THE PROBLEM ▸
Repeat each record below exactly, omitting whatever pictures appear in it.

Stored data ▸

╔══

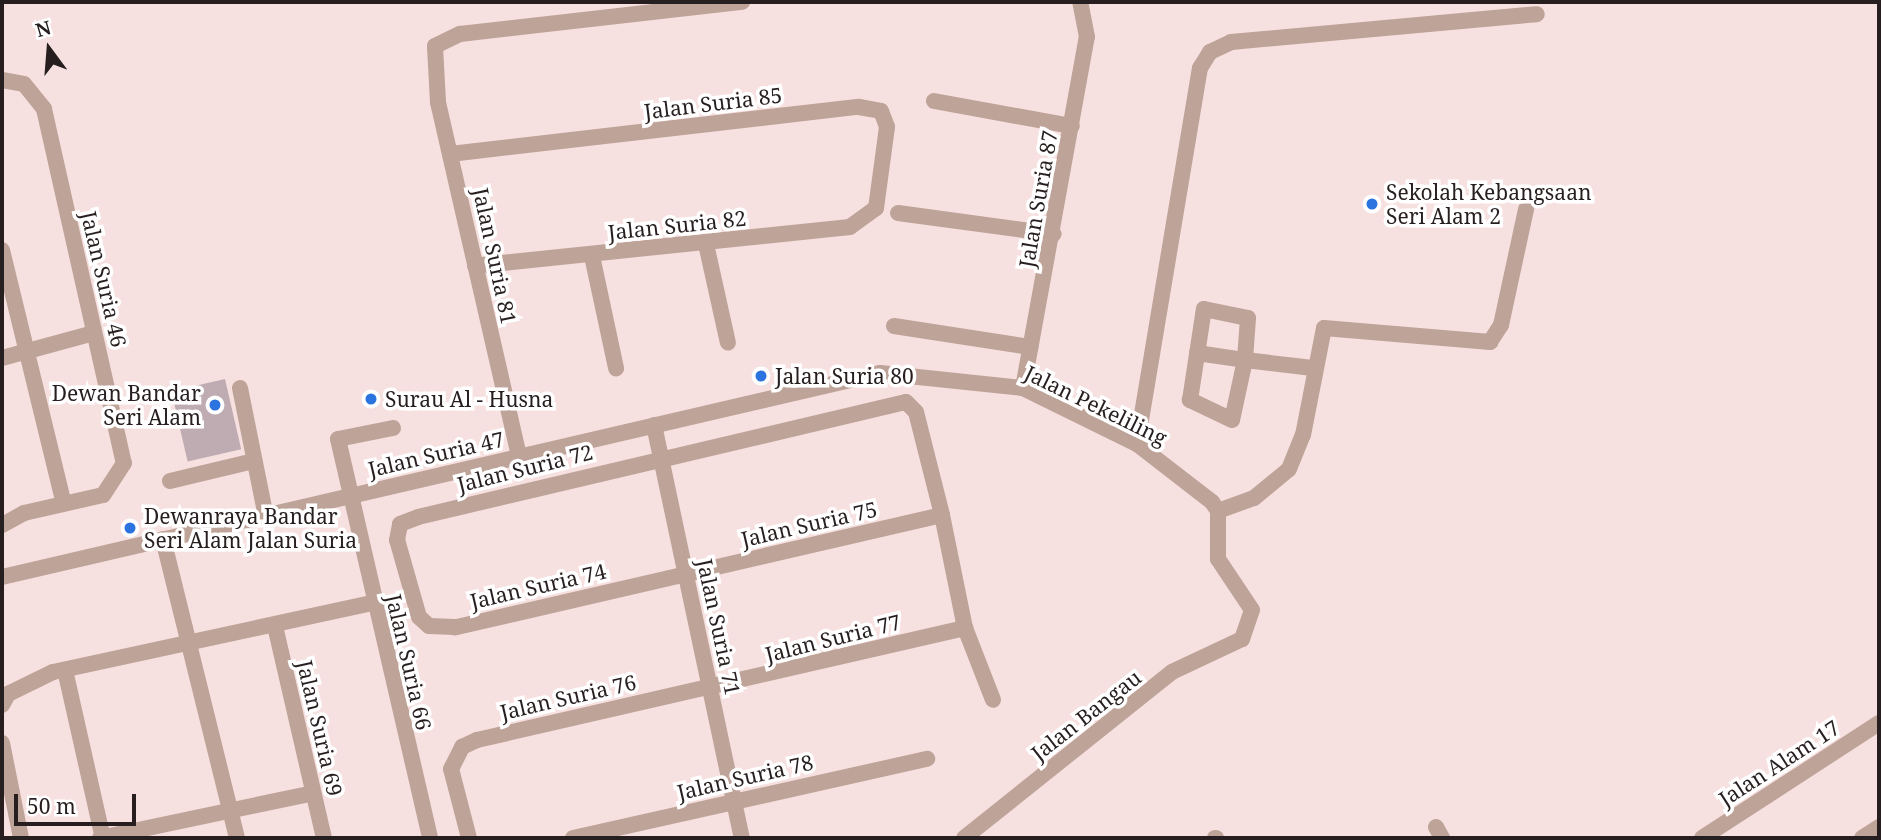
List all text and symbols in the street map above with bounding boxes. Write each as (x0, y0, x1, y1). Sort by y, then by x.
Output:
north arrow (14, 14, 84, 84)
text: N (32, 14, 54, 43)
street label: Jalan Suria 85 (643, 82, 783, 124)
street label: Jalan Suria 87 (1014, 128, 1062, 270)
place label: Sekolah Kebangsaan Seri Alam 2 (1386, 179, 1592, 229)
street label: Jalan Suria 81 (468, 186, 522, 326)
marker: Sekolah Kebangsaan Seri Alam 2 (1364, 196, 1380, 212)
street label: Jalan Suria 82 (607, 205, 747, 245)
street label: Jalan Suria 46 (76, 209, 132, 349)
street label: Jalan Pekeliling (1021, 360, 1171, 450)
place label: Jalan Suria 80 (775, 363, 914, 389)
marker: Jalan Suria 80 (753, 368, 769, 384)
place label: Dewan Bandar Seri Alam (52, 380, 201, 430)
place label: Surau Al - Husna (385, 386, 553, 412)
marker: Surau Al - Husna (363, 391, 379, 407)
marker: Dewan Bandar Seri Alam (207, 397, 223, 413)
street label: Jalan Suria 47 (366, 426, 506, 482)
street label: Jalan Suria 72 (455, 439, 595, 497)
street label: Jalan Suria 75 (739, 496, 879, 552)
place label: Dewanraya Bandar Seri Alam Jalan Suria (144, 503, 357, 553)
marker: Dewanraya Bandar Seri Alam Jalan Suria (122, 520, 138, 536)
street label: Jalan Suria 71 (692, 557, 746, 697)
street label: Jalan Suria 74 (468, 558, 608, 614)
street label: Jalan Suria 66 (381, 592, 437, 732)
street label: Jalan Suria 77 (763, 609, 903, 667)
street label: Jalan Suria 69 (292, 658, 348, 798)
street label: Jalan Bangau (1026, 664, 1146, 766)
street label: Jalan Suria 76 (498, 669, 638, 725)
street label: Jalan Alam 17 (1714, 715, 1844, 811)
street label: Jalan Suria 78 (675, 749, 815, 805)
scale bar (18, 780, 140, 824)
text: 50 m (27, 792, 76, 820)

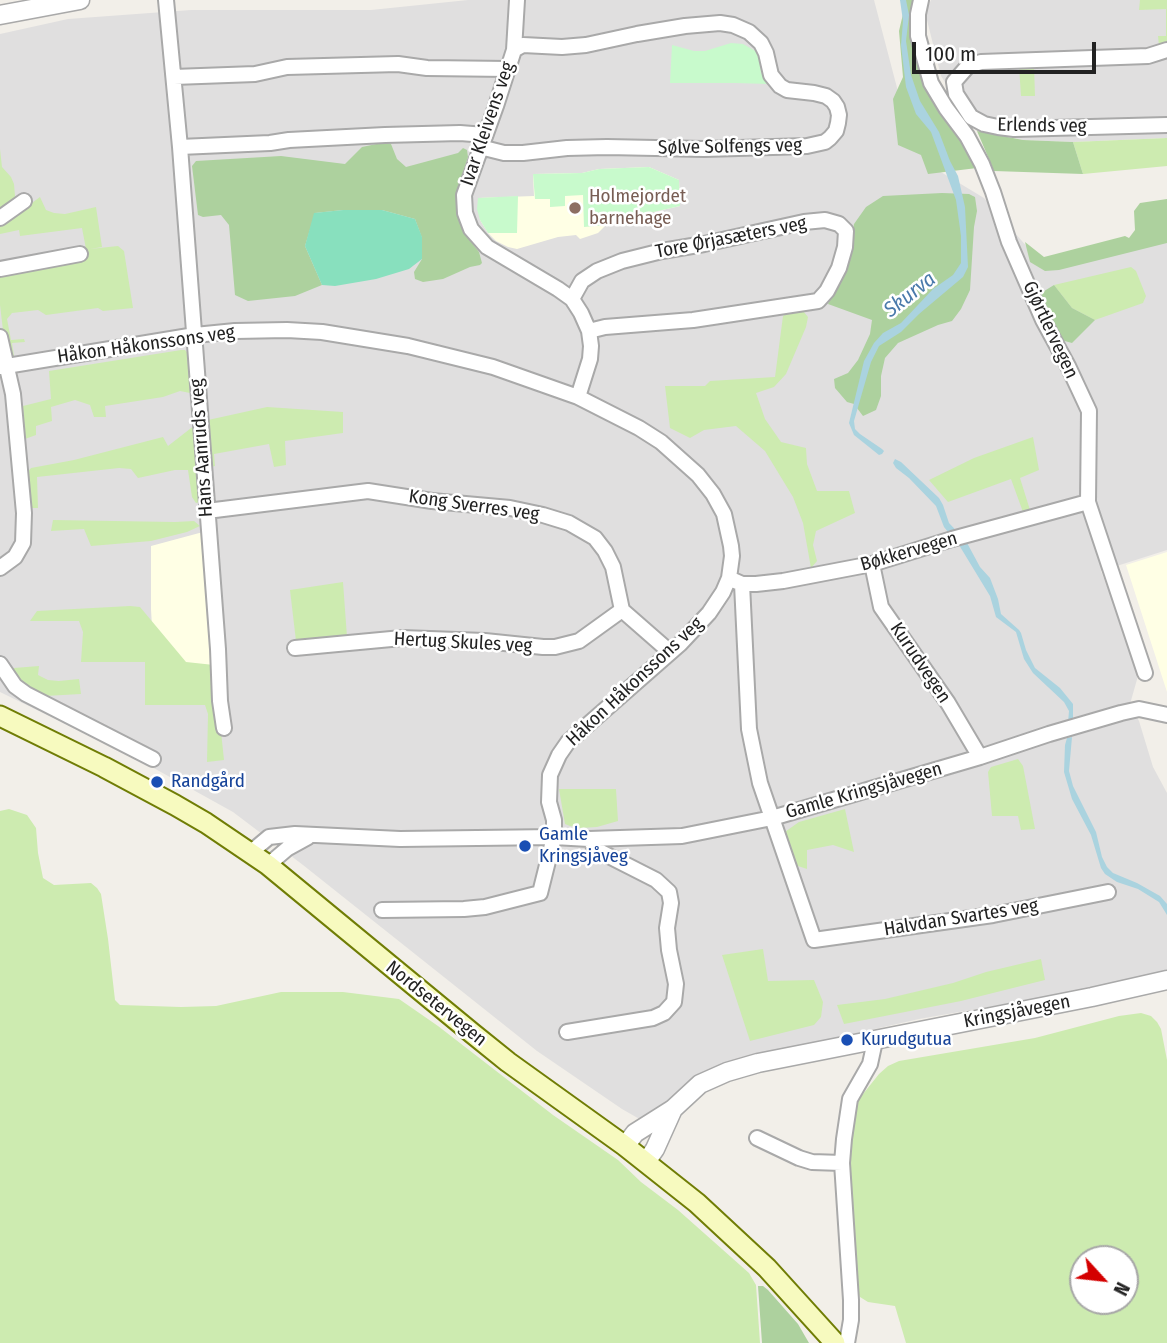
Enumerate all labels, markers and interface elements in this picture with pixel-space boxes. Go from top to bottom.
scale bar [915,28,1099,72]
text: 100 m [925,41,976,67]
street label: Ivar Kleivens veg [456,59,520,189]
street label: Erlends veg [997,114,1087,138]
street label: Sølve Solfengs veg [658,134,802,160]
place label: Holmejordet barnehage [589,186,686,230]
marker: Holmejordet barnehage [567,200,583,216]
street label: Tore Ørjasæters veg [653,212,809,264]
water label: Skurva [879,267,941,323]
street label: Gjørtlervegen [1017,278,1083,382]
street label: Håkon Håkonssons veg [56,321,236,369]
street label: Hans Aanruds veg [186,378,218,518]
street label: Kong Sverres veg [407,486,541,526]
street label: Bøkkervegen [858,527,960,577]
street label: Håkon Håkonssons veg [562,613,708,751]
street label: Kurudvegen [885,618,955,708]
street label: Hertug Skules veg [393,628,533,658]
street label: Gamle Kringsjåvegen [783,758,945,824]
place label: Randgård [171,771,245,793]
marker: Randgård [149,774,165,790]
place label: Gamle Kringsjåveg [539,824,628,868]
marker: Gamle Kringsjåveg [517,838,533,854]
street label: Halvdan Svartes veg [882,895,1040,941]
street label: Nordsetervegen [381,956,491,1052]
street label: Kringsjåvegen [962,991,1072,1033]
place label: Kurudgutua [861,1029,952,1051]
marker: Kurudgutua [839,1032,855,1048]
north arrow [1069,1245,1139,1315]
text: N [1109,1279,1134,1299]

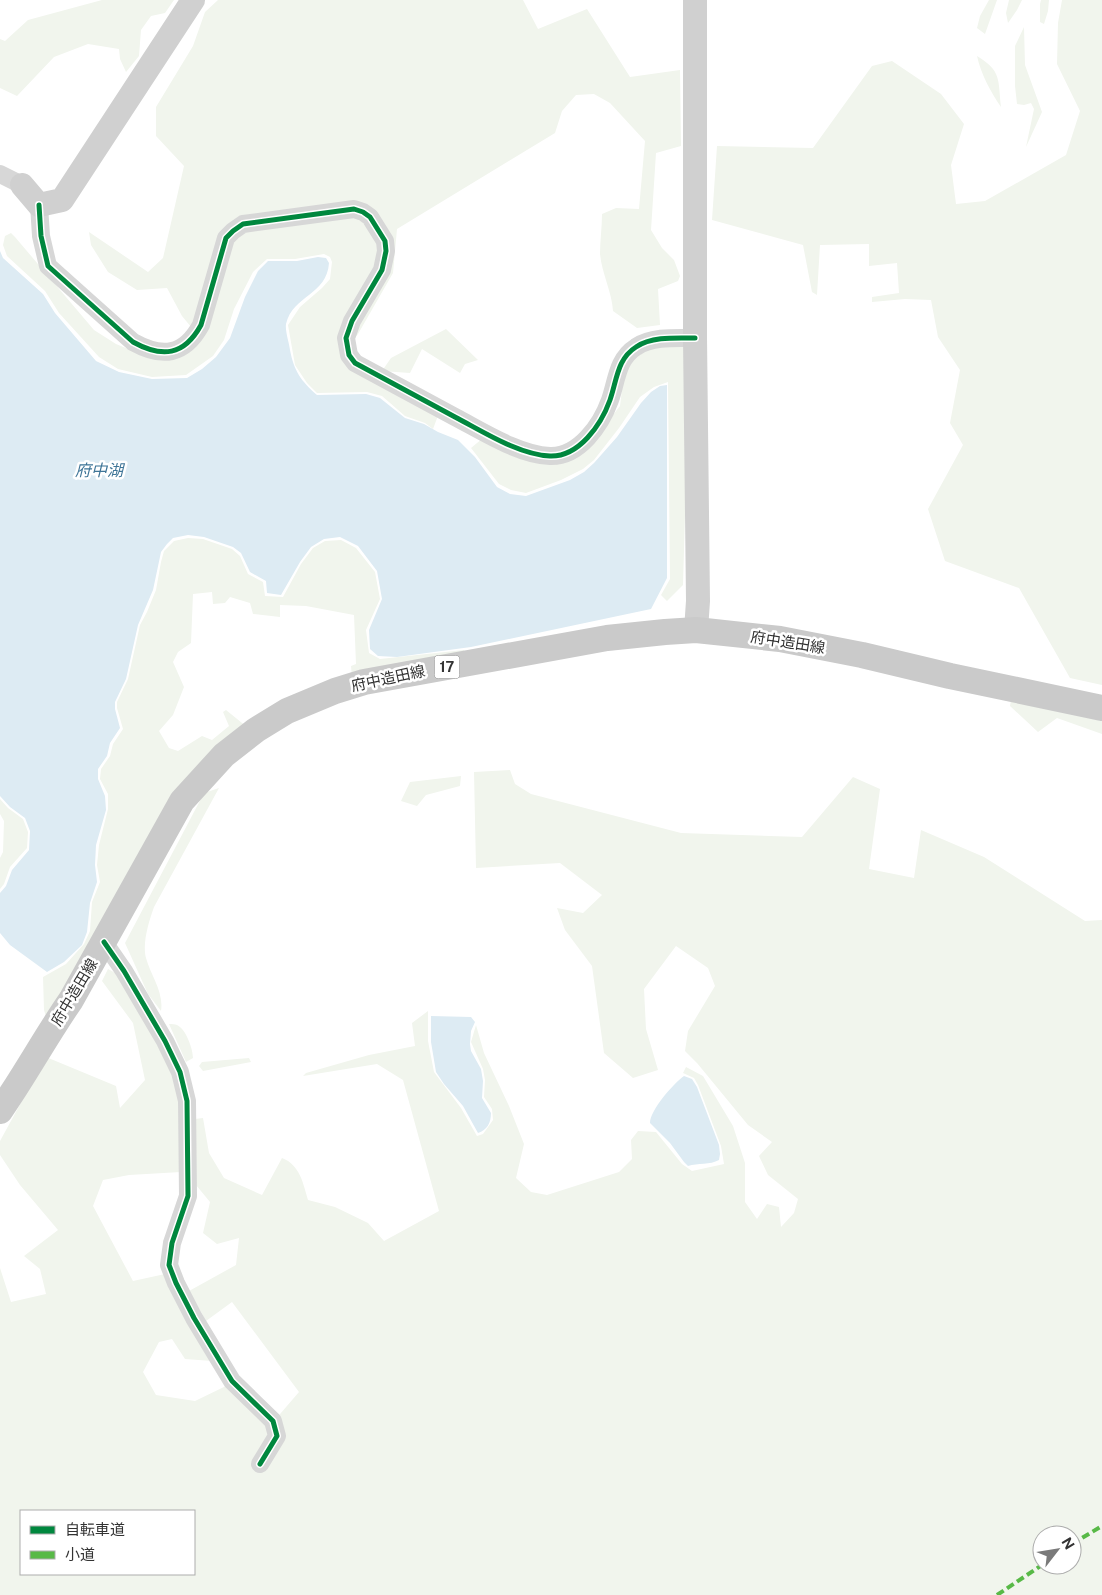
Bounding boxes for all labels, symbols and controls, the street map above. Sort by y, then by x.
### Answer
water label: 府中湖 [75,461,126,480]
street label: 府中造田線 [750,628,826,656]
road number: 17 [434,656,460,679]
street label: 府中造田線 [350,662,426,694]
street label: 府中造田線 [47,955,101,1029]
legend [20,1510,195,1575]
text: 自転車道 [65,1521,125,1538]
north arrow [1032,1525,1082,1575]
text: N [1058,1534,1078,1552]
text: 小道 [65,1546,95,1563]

╚══

ANSWER BELOW ▸
List all text and symbols in the street map above with bounding boxes. Write each as (x0, y0, x1, y1). Sort by y, then by x.
Output:
north arrow (14, 14, 84, 84)
text: N (32, 14, 54, 43)
street label: Jalan Suria 85 (643, 82, 783, 124)
street label: Jalan Suria 87 (1014, 128, 1062, 270)
place label: Sekolah Kebangsaan Seri Alam 2 (1386, 179, 1592, 229)
street label: Jalan Suria 81 (468, 186, 522, 326)
marker: Sekolah Kebangsaan Seri Alam 2 (1364, 196, 1380, 212)
street label: Jalan Suria 82 (607, 205, 747, 245)
street label: Jalan Suria 46 (76, 209, 132, 349)
street label: Jalan Pekeliling (1021, 360, 1171, 450)
place label: Jalan Suria 80 (775, 363, 914, 389)
marker: Jalan Suria 80 (753, 368, 769, 384)
place label: Dewan Bandar Seri Alam (52, 380, 201, 430)
place label: Surau Al - Husna (385, 386, 553, 412)
marker: Surau Al - Husna (363, 391, 379, 407)
marker: Dewan Bandar Seri Alam (207, 397, 223, 413)
street label: Jalan Suria 47 (366, 426, 506, 482)
street label: Jalan Suria 72 (455, 439, 595, 497)
street label: Jalan Suria 75 (739, 496, 879, 552)
place label: Dewanraya Bandar Seri Alam Jalan Suria (144, 503, 357, 553)
marker: Dewanraya Bandar Seri Alam Jalan Suria (122, 520, 138, 536)
street label: Jalan Suria 71 (692, 557, 746, 697)
street label: Jalan Suria 74 (468, 558, 608, 614)
street label: Jalan Suria 66 (381, 592, 437, 732)
street label: Jalan Suria 77 (763, 609, 903, 667)
street label: Jalan Suria 69 (292, 658, 348, 798)
street label: Jalan Bangau (1026, 664, 1146, 766)
street label: Jalan Suria 76 (498, 669, 638, 725)
street label: Jalan Alam 17 (1714, 715, 1844, 811)
street label: Jalan Suria 78 (675, 749, 815, 805)
scale bar (18, 780, 140, 824)
text: 50 m (27, 792, 76, 820)

Enumerate all labels, markers and interface elements in this picture with pixel-space boxes. Go from top to bottom.
scale bar [915,28,1099,72]
text: 100 m [925,41,976,67]
street label: Ivar Kleivens veg [456,59,520,189]
street label: Erlends veg [997,114,1087,138]
street label: Sølve Solfengs veg [658,134,802,160]
place label: Holmejordet barnehage [589,186,686,230]
marker: Holmejordet barnehage [567,200,583,216]
street label: Tore Ørjasæters veg [653,212,809,264]
water label: Skurva [879,267,941,323]
street label: Gjørtlervegen [1017,278,1083,382]
street label: Håkon Håkonssons veg [56,321,236,369]
street label: Hans Aanruds veg [186,378,218,518]
street label: Kong Sverres veg [407,486,541,526]
street label: Bøkkervegen [858,527,960,577]
street label: Håkon Håkonssons veg [562,613,708,751]
street label: Kurudvegen [885,618,955,708]
street label: Hertug Skules veg [393,628,533,658]
street label: Gamle Kringsjåvegen [783,758,945,824]
place label: Randgård [171,771,245,793]
marker: Randgård [149,774,165,790]
place label: Gamle Kringsjåveg [539,824,628,868]
marker: Gamle Kringsjåveg [517,838,533,854]
street label: Halvdan Svartes veg [882,895,1040,941]
street label: Nordsetervegen [381,956,491,1052]
street label: Kringsjåvegen [962,991,1072,1033]
place label: Kurudgutua [861,1029,952,1051]
marker: Kurudgutua [839,1032,855,1048]
north arrow [1069,1245,1139,1315]
text: N [1109,1279,1134,1299]

Bounding boxes for all labels, symbols and controls, the street map above. Sort by y, then by x.
### Answer
water label: 府中湖 [75,461,126,480]
street label: 府中造田線 [750,628,826,656]
road number: 17 [434,656,460,679]
street label: 府中造田線 [350,662,426,694]
street label: 府中造田線 [47,955,101,1029]
legend [20,1510,195,1575]
text: 自転車道 [65,1521,125,1538]
north arrow [1032,1525,1082,1575]
text: N [1058,1534,1078,1552]
text: 小道 [65,1546,95,1563]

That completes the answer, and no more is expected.